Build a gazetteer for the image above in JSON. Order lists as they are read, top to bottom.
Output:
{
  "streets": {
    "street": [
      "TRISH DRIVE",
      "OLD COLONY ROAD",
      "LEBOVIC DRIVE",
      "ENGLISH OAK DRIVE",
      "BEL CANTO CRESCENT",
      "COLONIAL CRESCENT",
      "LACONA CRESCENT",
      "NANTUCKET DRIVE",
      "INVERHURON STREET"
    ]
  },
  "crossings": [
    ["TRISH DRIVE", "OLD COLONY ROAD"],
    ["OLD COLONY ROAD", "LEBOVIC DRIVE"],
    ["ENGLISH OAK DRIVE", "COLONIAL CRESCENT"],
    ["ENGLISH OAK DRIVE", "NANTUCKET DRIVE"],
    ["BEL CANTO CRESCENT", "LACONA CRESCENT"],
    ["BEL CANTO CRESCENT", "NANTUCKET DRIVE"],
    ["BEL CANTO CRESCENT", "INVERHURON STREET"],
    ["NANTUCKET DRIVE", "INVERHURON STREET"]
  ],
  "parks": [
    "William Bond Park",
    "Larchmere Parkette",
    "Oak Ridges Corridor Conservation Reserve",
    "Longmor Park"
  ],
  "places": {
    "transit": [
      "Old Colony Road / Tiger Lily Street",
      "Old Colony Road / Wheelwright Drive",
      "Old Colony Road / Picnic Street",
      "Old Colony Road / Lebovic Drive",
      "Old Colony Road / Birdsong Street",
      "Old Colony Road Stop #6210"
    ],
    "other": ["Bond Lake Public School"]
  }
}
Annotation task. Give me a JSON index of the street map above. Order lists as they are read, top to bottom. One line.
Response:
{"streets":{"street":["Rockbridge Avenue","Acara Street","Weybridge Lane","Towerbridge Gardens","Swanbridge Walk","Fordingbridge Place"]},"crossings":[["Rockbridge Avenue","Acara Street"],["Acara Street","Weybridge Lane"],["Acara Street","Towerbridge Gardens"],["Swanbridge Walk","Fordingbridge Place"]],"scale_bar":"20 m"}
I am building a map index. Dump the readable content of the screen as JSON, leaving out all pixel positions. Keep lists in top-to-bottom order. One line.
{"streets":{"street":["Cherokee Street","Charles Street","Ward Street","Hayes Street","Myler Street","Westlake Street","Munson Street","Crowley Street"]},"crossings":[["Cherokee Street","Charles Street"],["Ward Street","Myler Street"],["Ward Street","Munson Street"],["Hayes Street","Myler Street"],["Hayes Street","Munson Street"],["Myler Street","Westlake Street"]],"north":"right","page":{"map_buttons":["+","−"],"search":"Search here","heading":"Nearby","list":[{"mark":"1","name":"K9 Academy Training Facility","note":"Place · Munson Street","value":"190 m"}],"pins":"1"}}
◇ ◇ ◇ ◇ ◇ ◇ ◇
Description of the task
Using the records given above, list every line that includes the word "they".

Task output
Build a gazetteer for the image above in JSON. Order lists as they are read, top to bottom.
Annotation task. Give me a JSON index of the street map above. Order lists as they are read, top to bottom. One line.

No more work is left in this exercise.